**Task description**.
Copy every entry exactly as it stands, though any image it holds should stay out of the copy.

**Provided information**.

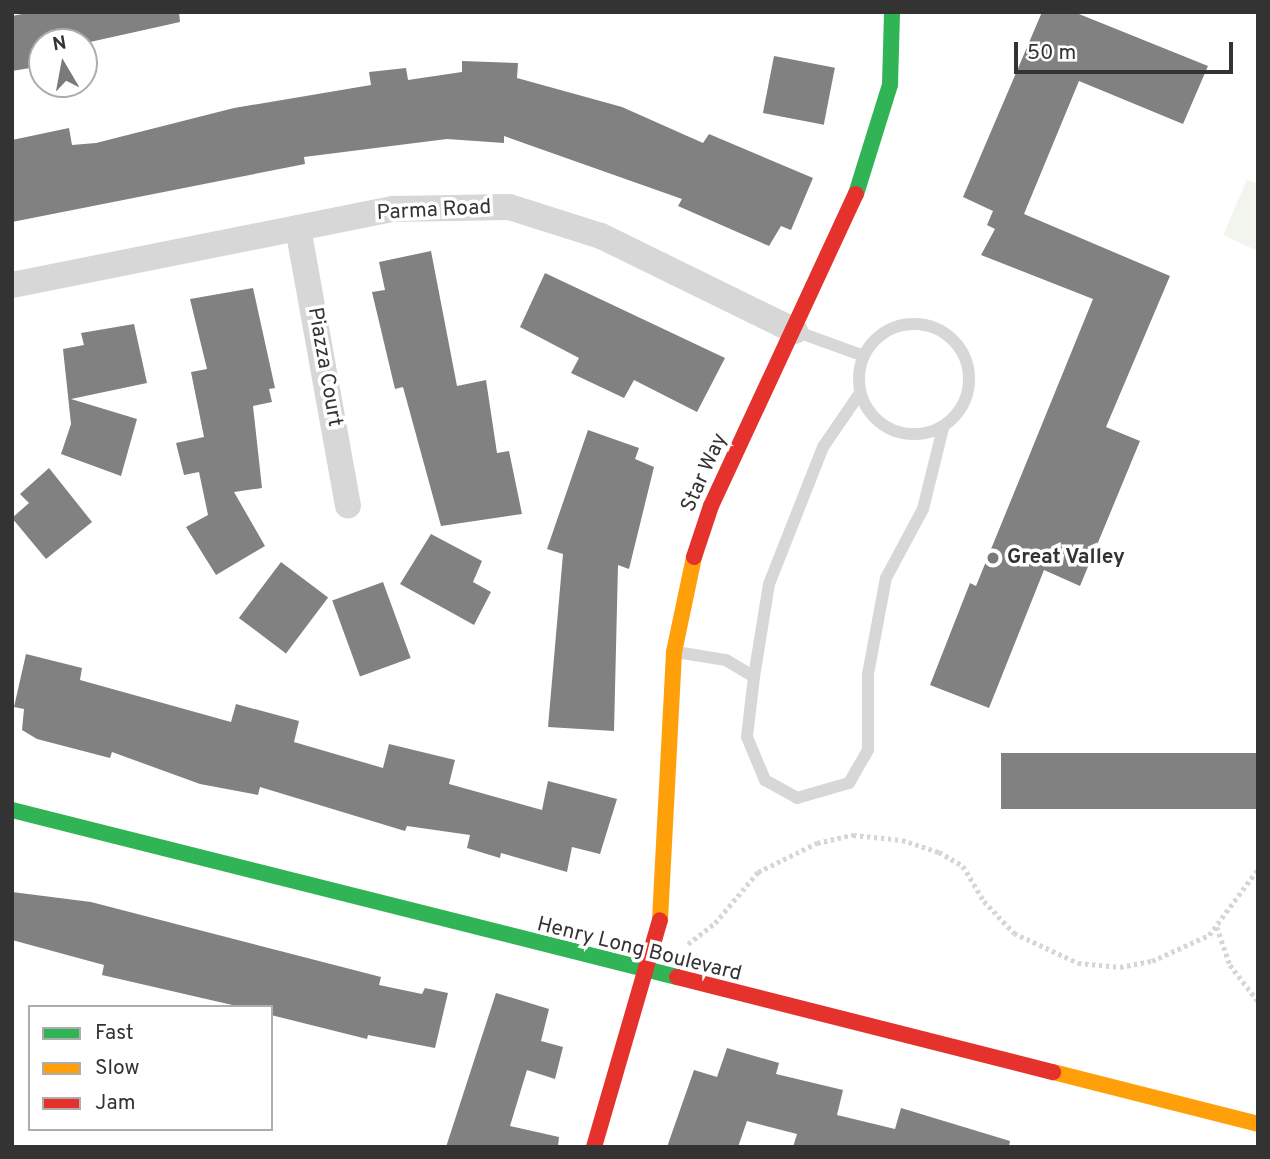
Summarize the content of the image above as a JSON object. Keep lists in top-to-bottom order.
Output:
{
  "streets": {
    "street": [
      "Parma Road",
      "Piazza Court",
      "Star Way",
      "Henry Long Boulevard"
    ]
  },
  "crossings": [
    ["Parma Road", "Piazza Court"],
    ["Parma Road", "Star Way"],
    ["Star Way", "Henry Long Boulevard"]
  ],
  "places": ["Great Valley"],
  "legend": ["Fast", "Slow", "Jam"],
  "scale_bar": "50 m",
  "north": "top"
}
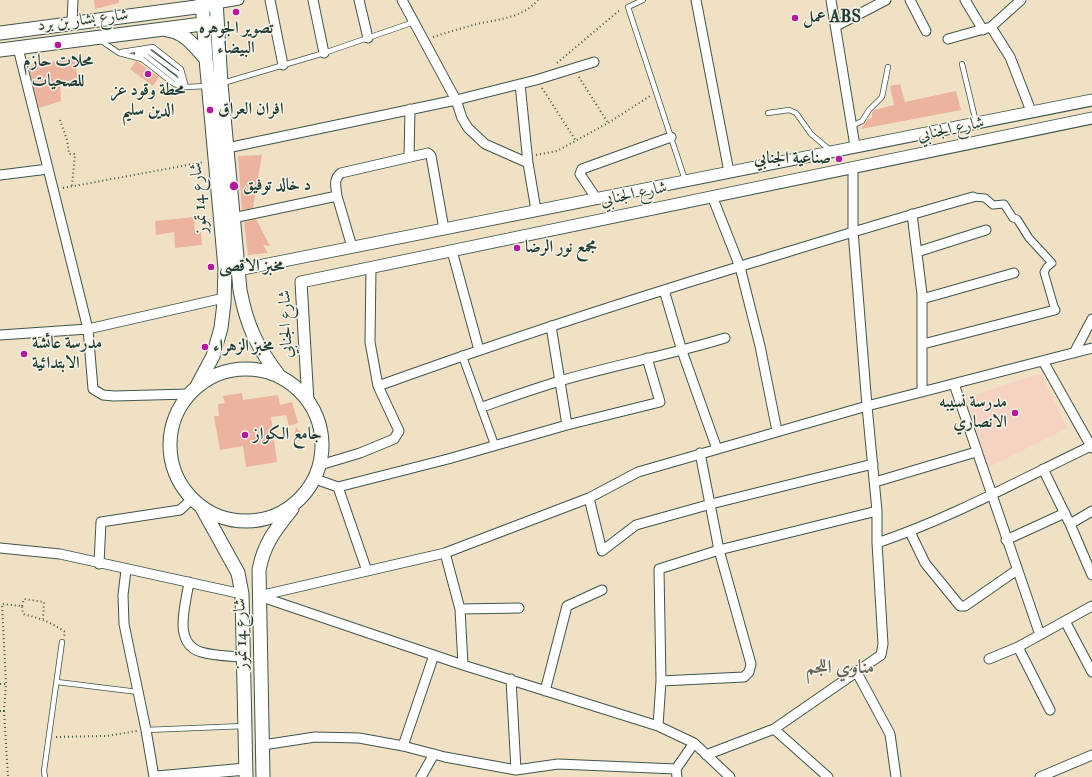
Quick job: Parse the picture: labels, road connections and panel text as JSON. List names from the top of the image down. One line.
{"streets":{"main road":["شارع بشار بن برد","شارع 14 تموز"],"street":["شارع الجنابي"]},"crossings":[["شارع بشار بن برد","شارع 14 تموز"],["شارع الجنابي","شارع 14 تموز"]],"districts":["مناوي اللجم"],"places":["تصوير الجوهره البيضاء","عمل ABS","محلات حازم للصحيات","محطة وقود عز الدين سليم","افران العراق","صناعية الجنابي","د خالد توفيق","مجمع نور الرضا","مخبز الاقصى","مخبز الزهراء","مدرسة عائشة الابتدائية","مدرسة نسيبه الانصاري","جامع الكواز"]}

**Output of the task**.
Summarize the content of the image above as a JSON object. Keep lists in top-to-bottom order.
Output:
{
  "streets": {
    "street": [
      "Parma Road",
      "Piazza Court",
      "Star Way",
      "Henry Long Boulevard"
    ]
  },
  "crossings": [
    ["Parma Road", "Piazza Court"],
    ["Parma Road", "Star Way"],
    ["Star Way", "Henry Long Boulevard"]
  ],
  "places": ["Great Valley"],
  "legend": ["Fast", "Slow", "Jam"],
  "scale_bar": "50 m",
  "north": "top"
}
Quick job: Parse the picture: labels, road connections and panel text as JSON. List names from the top of the image down. One line.
{"streets":{"main road":["شارع بشار بن برد","شارع 14 تموز"],"street":["شارع الجنابي"]},"crossings":[["شارع بشار بن برد","شارع 14 تموز"],["شارع الجنابي","شارع 14 تموز"]],"districts":["مناوي اللجم"],"places":["تصوير الجوهره البيضاء","عمل ABS","محلات حازم للصحيات","محطة وقود عز الدين سليم","افران العراق","صناعية الجنابي","د خالد توفيق","مجمع نور الرضا","مخبز الاقصى","مخبز الزهراء","مدرسة عائشة الابتدائية","مدرسة نسيبه الانصاري","جامع الكواز"]}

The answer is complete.